Collected data:
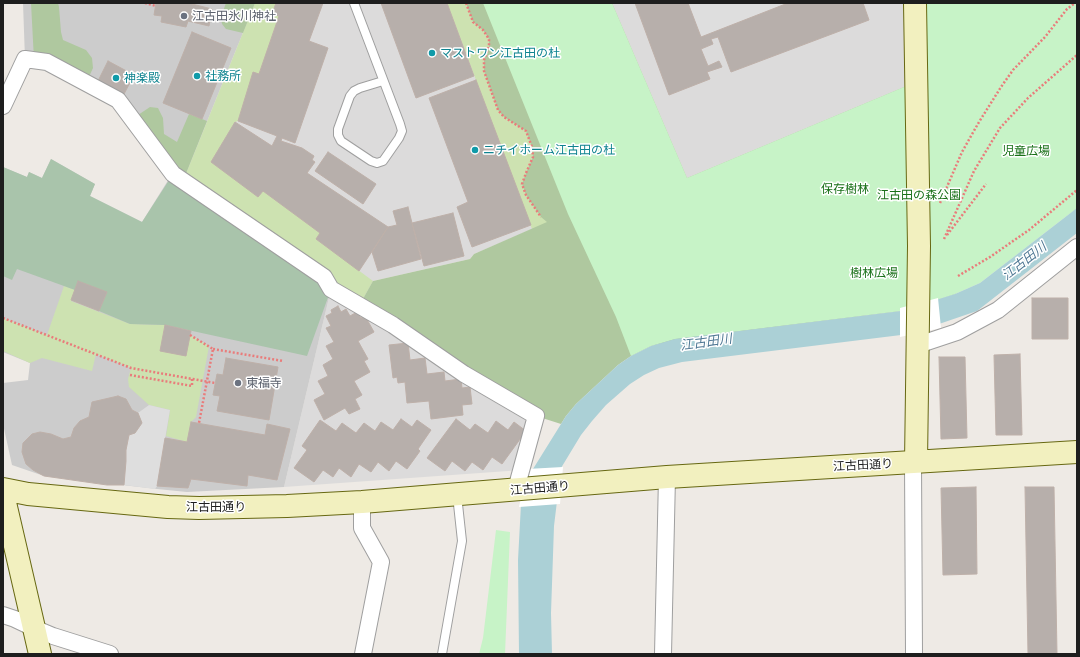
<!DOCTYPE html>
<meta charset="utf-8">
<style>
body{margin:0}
#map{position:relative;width:1080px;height:657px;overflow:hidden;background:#eeeae5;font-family:"Exo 2",sans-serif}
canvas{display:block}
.frame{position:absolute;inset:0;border:4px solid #1e1e1e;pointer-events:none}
</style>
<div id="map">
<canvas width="1080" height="657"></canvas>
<div class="frame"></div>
</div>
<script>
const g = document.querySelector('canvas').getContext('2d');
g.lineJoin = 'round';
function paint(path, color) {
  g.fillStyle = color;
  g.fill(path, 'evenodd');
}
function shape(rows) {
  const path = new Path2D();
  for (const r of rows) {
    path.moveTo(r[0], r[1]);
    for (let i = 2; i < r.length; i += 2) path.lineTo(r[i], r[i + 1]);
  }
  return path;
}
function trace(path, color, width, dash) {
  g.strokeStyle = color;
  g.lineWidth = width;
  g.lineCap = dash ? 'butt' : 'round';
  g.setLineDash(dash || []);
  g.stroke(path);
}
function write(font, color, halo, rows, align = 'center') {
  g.font = font + ' "Exo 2","Noto Sans JP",sans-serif';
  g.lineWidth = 3;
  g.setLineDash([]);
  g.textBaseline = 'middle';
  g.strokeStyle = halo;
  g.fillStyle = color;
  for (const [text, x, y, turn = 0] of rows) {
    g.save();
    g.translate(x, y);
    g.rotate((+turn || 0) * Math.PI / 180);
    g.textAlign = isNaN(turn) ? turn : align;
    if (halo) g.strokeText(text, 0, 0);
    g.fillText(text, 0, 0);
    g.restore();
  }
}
paint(shape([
 [255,3,483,3,568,214,474,254,470,259,373,281,536,416,522,470,284,487,331,289,183,181],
 [612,3,915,3,916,82,687,178]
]), '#dcdbdb');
paint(shape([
 [23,3,255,3,183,181,331,289,284,487,187,492,157,489,44,476,12,465,3,424,3,383,28,380,30,363,3,352,3,167,27,177,29,172,42,178,51,159,95,184,90,196,142,222,172,174,118,100,25,59]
]), '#ccc');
paint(shape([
 [255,3,276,3,272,14,279,16,259,74,253,73,238,121,235,122,211,162,258,197,263,191,320,233,316,239,373,281,359,306,183,181],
 [447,3,483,3,568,214,532,229],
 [64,286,75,290,71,301,130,324,165,325,160,351,186,356,190,335,209,346,196,417,191,422,187,442,166,436,170,410,149,405,129,387,128,379,131,368,96,354,92,371,42,358,30,363,3,351,3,318,47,335]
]), '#cde2b1');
paint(shape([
 [31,3,58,3,59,7,61,32,63,40,86,50,92,58,93,68,86,83,34,60],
 [226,3,255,3,243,33,226,29,222,24,221,17],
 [466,3,612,3,687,178,916,82,1077,3,1077,208,955,294,901,311,681,339,651,346,631,356,618,365,576,404,566,416,561,424,536,416,359,306,373,281,470,259,474,254,547,222,541,217,526,195,522,184,526,173,533,157,532,147,526,131,504,117,498,110,484,71,484,60,489,46,489,39,483,30,473,22],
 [150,107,158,108,163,118,164,134,177,142,189,114,207,121,183,181,132,119]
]), '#afc89f');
paint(shape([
 [51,159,95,184,90,196,142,222,173,174,331,289,307,356,165,325,130,324,99,311,107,292,75,290,17,269,12,280,3,276,3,167,27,177,29,172,42,178]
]), '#a9c4ab');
paint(shape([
 [483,3,612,3,687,178,916,82,914,3,1077,3,1077,208,980,283,955,294,919,306,901,311,675,339,651,346,631,356,616,317,568,214],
 [496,530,510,532,505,654,479,654,483,638]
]), '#c7f3c7');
paint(shape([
 [688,3,788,3,701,37],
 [149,405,170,410,157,486,155,489,124,485,126,461,126,450,129,435,135,433,142,423,138,413]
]), '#dedede');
paint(shape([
 [1077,208,1077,233,977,311,939,324,901,335,682,362,659,368,644,375,630,384,606,405,592,421,581,435,561,468,554,526,551,613,552,654,519,654,518,560,521,504,533,469,566,416,576,404,618,365,631,356,651,346,675,339,901,311,955,294,980,283]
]), '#abd0d6');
paint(shape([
 [938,298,941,328,900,337,900,308],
 [563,467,560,504,519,507,527,469]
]), '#fff');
const building = shape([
 [156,3,192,3,192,4,212,9,209,26,188,21,186,27,161,22,162,16,154,15,156,3],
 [276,3,323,3,309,41,328,48,295,143,282,138,281,141,302,148,314,156,312,160,315,162,307,173,388,227,359,271,316,239,320,233,263,191,258,197,211,162,235,122,272,146,277,136,238,121,253,72,259,74,279,16,272,14,276,3],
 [381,3,447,3,474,76,416,98,381,3],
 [635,3,688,3,701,37,788,3,863,3,869,20,731,72,718,37,711,39,713,44,701,49,708,66,719,61,722,67,707,72,710,79,669,95,635,3],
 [192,32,231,48,202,119,163,103,192,32],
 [108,61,134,75,124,94,98,81,108,61],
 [476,80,531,225,472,247,457,207,468,202,429,98,476,80],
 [328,152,376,184,363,204,315,171,328,152],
 [408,207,421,259,378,271,372,252,388,227,397,225,393,211,408,207],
 [453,213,464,256,424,266,412,223,453,213],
 [78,281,107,292,99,311,71,300,78,281],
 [1032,298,1068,298,1068,339,1032,339,1032,298],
 [338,306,341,312,346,309,350,316,357,312,361,318,365,316,374,332,358,341,368,359,364,361,370,372,354,381,362,395,355,399,360,409,349,414,345,408,324,420,314,400,325,394,318,381,328,376,323,365,333,359,326,346,334,342,326,328,331,326,326,316,332,313,331,310,338,306],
 [165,325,191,331,186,356,160,351,165,325],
 [408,343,410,360,425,358,427,374,444,372,445,381,461,379,462,388,470,387,472,404,462,405,463,415,431,419,429,401,407,403,405,382,398,383,397,377,393,378,389,345,408,343],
 [1020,354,1022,435,996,435,994,355,1020,354],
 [939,357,965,357,967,438,941,439,939,357],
 [226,358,278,367,269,420,217,411,220,396,213,395,217,374,223,375,226,358],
 [118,396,126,399,132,410,138,413,142,423,135,433,129,435,126,450,126,461,124,485,107,485,44,476,33,470,26,464,22,452,23,443,32,434,40,432,51,434,63,439,71,437,74,428,80,421,89,417,92,402,118,396],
 [401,419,412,427,417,420,431,430,418,449,420,451,407,469,396,461,389,471,378,462,371,472,359,464,351,477,339,468,333,477,323,470,314,482,294,468,307,450,302,446,320,420,336,431,342,423,356,433,364,423,375,431,381,422,393,430,401,419],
 [456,419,470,430,475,424,488,433,496,421,508,430,514,422,526,431,502,464,492,457,483,470,472,462,465,471,452,461,445,471,427,458,456,419],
 [191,422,265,435,267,424,290,429,277,480,248,475,247,486,191,479,188,488,157,486,165,438,187,442,191,422],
 [976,487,977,574,943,575,941,488,976,487],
 [1025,487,1054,487,1057,654,1028,654,1025,487]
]);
paint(building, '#b7afab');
trace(building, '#beb0a9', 1);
const lane = shape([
 [354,3,400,124,402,131,399,138,383,161,377,163,371,161,341,141,338,135,338,129,350,96,354,91,360,88,383,81],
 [442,654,462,541,457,495]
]);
const street = shape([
 [3,106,25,59,47,62,118,100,173,174,324,277,331,289,393,325,464,374,536,416,516,489],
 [918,345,957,332,998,310,1077,247],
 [913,462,914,654],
 [362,502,362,528,381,562,363,654],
 [3,615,15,619,34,628,53,636,110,654],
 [663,654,667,477]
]);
const secondary = shape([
 [915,3,919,246,916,462],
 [3,489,28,494,168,507,199,508,287,506,362,502,667,477,1077,452],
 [3,494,40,654]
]);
trace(lane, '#9f9f9f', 10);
trace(street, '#9f9f9f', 18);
trace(secondary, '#676812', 24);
trace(shape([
 [145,3,156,6],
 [466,3,473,22,483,30,489,39,489,46,484,60,484,71,498,110,504,117,526,131,532,147,533,157,526,173,522,184,526,195,541,217],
 [940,203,962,152,979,122,1001,87,1013,70,1045,37,1067,9,1075,3],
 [947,235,986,184],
 [944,239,974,171,1000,128,1028,98,1077,55],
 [958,276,990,257,1029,230,1077,190],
 [3,318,131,368,215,383],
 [190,335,213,349,199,423],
 [213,349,283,361],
 [130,375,192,386,192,379]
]), '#e97c7b', 2.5, [2, 2]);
trace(lane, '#fff', 8);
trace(street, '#fff', 16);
trace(secondary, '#f2f0bf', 22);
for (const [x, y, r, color] of [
 [184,16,4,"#6b7280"],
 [432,53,4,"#0f9aa8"],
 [197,76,4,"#0f9aa8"],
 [116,78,4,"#0f9aa8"],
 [475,150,4,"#0f9aa8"],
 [238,383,4,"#6b7280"]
]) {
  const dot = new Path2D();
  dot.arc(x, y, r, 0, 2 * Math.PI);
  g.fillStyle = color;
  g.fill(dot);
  trace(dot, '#fff', 1.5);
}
write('12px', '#5b616d', '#fff', [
 ["江古田氷川神社",192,16],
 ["東福寺",246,383]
], 'left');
write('12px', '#0d838f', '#fff', [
 ["マストワン江古田の杜",440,53],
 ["社務所",205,76],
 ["神楽殿",124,78],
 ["ニチイホーム江古田の杜",483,150]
], 'left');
write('12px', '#197018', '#fff', [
 ["児童広場",1026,151],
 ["保存樹林",845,189],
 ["江古田の森公園",919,195],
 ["樹林広場",874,273]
]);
write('12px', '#1e1e1e', '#fff', [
 ["江古田通り",863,465,-3],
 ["江古田通り",540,488,-5],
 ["江古田通り",216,507]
]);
write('italic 13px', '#4f7894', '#fff', [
 ["江古田川",1024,261,-38],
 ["江古田川",706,342,-8]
]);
</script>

## Exercise
Read through the records above and copy the lines that contain "align".

## Result for this task
function write(font, color, halo, rows, align = 'center') {
    g.textAlign = isNaN(turn) ? turn : align;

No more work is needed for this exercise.